-------- Data for this task --------

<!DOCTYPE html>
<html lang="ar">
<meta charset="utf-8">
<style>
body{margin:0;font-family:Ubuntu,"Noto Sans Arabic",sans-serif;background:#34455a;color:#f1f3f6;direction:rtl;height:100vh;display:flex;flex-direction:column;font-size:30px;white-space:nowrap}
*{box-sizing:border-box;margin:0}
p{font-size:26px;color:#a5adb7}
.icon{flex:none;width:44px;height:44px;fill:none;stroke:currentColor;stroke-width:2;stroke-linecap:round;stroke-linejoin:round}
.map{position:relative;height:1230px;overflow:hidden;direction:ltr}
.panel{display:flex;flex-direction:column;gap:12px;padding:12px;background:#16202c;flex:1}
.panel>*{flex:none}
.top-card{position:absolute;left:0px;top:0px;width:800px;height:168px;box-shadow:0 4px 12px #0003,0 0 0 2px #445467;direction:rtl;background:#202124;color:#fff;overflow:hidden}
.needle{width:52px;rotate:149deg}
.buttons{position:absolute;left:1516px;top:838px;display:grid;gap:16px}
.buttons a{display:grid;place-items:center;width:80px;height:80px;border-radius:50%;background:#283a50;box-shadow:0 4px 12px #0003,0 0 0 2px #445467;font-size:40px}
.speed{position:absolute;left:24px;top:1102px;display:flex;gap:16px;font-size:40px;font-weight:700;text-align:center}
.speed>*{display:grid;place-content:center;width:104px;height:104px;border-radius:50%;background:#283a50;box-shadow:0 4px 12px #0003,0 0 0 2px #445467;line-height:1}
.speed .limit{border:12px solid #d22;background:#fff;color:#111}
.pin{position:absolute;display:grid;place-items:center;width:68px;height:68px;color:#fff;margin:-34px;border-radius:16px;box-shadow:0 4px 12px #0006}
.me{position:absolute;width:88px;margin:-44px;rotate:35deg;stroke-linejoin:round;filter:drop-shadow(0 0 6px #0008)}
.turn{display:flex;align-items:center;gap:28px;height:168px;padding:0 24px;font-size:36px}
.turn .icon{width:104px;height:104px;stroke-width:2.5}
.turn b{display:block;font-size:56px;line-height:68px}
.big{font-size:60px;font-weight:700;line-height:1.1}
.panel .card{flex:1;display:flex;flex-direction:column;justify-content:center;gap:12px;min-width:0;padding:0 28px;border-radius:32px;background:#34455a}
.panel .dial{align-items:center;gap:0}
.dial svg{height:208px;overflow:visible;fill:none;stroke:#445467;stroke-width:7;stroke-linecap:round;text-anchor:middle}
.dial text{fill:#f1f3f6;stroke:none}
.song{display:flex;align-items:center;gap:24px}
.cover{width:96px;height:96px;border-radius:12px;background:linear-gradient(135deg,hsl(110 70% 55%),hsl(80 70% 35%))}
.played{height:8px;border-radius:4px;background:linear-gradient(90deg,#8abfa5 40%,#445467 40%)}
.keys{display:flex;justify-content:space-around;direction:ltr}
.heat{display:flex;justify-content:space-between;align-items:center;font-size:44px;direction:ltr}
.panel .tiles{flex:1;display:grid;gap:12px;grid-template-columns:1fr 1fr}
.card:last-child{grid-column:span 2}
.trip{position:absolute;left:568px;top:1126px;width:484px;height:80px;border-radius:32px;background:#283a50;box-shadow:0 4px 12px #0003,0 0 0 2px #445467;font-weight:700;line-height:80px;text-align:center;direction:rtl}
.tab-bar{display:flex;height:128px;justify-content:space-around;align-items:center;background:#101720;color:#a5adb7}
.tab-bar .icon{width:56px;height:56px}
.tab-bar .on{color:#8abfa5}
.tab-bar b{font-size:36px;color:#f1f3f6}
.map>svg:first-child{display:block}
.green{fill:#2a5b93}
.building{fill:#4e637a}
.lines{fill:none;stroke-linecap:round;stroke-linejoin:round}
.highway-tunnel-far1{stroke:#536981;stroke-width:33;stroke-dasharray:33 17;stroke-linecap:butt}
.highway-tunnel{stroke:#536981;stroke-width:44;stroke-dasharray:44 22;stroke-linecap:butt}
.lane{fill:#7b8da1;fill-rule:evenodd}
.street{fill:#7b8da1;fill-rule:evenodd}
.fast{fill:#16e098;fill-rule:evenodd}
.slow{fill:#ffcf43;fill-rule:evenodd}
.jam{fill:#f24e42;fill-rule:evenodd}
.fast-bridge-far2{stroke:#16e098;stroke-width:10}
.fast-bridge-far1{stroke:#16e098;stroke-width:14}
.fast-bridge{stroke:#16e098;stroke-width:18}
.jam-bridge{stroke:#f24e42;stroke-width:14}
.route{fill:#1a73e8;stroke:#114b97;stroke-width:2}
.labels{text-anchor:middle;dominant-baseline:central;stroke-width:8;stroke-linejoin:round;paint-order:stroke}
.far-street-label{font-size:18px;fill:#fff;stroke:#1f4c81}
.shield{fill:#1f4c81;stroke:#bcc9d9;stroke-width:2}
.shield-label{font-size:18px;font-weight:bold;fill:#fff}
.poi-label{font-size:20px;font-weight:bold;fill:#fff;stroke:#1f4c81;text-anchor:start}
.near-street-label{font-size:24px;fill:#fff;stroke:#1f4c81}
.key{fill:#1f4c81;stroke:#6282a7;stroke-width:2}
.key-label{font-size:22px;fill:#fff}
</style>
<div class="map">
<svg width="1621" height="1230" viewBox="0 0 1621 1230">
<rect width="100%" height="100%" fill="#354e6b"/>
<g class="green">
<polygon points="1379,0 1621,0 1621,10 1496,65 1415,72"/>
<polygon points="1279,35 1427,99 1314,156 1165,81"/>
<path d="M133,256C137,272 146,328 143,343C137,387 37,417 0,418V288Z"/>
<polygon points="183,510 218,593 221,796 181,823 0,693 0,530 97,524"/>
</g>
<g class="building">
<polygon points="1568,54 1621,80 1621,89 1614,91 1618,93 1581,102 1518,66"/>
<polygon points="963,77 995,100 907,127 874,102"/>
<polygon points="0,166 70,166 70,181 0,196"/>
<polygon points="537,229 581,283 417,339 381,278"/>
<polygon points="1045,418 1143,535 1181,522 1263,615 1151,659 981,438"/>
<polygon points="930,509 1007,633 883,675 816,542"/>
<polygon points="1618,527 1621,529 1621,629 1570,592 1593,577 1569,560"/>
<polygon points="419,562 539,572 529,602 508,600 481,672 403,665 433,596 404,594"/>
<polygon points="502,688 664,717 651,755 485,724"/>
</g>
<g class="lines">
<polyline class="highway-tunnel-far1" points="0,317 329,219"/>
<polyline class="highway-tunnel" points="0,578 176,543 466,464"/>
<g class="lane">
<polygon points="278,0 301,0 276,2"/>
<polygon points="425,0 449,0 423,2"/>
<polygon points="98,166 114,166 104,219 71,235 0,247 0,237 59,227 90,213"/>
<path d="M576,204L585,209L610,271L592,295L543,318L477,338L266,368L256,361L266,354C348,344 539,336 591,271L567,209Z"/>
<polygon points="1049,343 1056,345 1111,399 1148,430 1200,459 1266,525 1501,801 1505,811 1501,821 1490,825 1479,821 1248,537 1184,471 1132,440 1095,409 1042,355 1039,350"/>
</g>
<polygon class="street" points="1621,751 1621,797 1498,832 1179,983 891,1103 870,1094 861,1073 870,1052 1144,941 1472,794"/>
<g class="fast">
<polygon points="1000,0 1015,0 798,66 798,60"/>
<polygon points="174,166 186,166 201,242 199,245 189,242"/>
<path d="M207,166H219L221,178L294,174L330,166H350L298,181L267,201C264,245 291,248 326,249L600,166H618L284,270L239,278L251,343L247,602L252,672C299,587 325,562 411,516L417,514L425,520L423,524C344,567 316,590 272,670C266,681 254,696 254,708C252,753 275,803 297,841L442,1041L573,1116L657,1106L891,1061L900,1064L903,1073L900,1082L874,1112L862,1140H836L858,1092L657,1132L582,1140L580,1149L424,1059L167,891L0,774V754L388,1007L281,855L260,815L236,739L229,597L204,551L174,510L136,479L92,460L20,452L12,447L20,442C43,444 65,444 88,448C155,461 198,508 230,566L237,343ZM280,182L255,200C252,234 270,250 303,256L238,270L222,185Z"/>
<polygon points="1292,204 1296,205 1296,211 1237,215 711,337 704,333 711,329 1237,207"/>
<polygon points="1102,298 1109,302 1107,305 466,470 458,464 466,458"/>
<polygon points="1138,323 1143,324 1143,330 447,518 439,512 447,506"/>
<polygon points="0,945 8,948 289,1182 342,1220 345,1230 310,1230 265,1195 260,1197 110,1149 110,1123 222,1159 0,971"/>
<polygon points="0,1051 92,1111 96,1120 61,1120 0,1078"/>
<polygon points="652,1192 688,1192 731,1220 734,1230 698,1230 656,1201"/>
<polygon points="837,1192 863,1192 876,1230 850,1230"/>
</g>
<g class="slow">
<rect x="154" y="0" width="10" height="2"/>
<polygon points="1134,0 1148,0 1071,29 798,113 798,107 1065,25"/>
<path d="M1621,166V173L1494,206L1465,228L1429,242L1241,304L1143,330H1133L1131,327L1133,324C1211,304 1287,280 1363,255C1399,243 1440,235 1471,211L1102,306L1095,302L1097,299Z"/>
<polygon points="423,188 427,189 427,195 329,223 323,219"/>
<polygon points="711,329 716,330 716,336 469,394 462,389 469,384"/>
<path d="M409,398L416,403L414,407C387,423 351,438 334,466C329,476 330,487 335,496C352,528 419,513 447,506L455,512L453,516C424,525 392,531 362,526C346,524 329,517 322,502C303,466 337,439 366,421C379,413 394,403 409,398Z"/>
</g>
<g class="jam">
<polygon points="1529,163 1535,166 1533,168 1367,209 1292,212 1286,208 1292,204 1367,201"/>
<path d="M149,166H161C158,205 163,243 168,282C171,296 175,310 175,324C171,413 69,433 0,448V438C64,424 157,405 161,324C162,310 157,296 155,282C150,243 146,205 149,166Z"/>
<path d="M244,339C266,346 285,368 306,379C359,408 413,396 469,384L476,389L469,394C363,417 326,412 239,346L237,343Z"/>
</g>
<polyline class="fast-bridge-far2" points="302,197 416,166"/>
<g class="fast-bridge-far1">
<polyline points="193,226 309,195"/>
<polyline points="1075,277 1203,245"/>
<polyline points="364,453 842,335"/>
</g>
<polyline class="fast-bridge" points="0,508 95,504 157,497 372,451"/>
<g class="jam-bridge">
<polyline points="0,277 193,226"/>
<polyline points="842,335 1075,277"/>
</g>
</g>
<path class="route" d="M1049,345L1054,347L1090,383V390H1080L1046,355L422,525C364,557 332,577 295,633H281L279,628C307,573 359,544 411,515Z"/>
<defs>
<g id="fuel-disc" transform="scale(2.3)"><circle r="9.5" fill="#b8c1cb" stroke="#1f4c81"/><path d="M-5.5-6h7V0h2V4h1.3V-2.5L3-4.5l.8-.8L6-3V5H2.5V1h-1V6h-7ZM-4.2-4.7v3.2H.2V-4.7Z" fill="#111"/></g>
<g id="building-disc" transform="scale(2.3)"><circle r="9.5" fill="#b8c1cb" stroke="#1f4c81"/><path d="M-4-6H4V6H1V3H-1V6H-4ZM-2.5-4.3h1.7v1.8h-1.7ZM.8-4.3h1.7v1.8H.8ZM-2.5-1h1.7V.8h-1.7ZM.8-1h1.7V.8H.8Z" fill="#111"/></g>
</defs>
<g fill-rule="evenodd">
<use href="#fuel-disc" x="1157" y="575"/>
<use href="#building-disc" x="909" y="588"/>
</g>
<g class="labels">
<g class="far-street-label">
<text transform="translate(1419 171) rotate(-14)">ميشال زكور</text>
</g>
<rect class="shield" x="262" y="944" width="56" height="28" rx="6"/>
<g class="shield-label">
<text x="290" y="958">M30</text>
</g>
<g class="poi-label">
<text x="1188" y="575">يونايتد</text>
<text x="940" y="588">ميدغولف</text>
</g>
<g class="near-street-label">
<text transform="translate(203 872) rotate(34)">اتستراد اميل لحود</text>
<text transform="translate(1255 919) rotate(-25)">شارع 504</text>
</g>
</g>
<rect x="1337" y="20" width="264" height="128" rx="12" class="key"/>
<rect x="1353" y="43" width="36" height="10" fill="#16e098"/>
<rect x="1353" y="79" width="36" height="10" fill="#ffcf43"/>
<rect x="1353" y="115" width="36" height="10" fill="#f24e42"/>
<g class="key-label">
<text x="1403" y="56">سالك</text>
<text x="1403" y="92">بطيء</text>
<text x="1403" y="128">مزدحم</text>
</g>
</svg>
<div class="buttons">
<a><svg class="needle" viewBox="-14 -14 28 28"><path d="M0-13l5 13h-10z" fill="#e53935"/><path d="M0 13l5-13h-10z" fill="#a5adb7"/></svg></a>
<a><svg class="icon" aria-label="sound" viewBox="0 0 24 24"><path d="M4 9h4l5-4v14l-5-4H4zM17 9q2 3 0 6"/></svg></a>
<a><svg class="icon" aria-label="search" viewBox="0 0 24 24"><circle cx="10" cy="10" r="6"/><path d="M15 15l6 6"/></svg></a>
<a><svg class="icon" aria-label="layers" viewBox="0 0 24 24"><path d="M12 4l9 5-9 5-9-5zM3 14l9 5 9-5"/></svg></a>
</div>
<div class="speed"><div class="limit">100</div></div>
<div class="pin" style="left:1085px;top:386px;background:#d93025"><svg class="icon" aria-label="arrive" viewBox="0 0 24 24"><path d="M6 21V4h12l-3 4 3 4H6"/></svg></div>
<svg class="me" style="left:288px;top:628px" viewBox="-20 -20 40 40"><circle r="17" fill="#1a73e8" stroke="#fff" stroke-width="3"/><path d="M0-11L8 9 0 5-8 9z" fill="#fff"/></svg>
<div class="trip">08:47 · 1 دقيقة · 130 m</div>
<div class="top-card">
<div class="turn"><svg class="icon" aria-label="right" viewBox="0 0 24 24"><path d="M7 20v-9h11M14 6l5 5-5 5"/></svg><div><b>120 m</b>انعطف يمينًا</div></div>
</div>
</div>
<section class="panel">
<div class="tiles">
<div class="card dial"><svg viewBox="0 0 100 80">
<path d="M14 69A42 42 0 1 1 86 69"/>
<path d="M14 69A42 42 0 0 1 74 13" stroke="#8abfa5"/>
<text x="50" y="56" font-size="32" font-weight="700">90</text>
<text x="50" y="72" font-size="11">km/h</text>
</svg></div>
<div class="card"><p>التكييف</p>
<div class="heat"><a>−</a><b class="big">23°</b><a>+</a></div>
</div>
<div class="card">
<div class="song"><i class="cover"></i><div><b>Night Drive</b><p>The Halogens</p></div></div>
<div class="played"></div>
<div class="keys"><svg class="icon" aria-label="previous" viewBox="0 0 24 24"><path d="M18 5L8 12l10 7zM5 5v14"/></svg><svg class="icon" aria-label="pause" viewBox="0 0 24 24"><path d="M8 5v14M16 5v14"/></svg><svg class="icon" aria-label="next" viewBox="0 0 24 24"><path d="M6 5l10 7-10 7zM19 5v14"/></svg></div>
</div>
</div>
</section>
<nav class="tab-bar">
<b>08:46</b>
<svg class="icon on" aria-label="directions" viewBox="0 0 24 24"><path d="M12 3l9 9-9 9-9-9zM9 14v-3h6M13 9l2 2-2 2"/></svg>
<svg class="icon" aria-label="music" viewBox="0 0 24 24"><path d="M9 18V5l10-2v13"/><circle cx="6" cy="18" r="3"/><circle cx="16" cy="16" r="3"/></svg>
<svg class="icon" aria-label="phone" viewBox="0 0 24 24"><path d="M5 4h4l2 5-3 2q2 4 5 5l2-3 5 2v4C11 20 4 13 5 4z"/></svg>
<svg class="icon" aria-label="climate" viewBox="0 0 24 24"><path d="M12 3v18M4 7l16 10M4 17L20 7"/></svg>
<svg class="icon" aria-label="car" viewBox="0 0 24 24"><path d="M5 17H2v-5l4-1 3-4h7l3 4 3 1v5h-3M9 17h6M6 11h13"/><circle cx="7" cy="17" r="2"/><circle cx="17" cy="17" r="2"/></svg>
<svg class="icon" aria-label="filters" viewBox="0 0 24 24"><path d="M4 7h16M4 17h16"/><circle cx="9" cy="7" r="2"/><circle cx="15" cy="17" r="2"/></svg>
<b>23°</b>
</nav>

--------

Exercise aim: Every line from the line containing "3l9 9-9 9-9-9zM9" to the last line of the material above must be repeated exactly, and no other line.

Answer to this problem:
<svg class="icon on" aria-label="directions" viewBox="0 0 24 24"><path d="M12 3l9 9-9 9-9-9zM9 14v-3h6M13 9l2 2-2 2"/></svg>
<svg class="icon" aria-label="music" viewBox="0 0 24 24"><path d="M9 18V5l10-2v13"/><circle cx="6" cy="18" r="3"/><circle cx="16" cy="16" r="3"/></svg>
<svg class="icon" aria-label="phone" viewBox="0 0 24 24"><path d="M5 4h4l2 5-3 2q2 4 5 5l2-3 5 2v4C11 20 4 13 5 4z"/></svg>
<svg class="icon" aria-label="climate" viewBox="0 0 24 24"><path d="M12 3v18M4 7l16 10M4 17L20 7"/></svg>
<svg class="icon" aria-label="car" viewBox="0 0 24 24"><path d="M5 17H2v-5l4-1 3-4h7l3 4 3 1v5h-3M9 17h6M6 11h13"/><circle cx="7" cy="17" r="2"/><circle cx="17" cy="17" r="2"/></svg>
<svg class="icon" aria-label="filters" viewBox="0 0 24 24"><path d="M4 7h16M4 17h16"/><circle cx="9" cy="7" r="2"/><circle cx="15" cy="17" r="2"/></svg>
<b>23°</b>
</nav>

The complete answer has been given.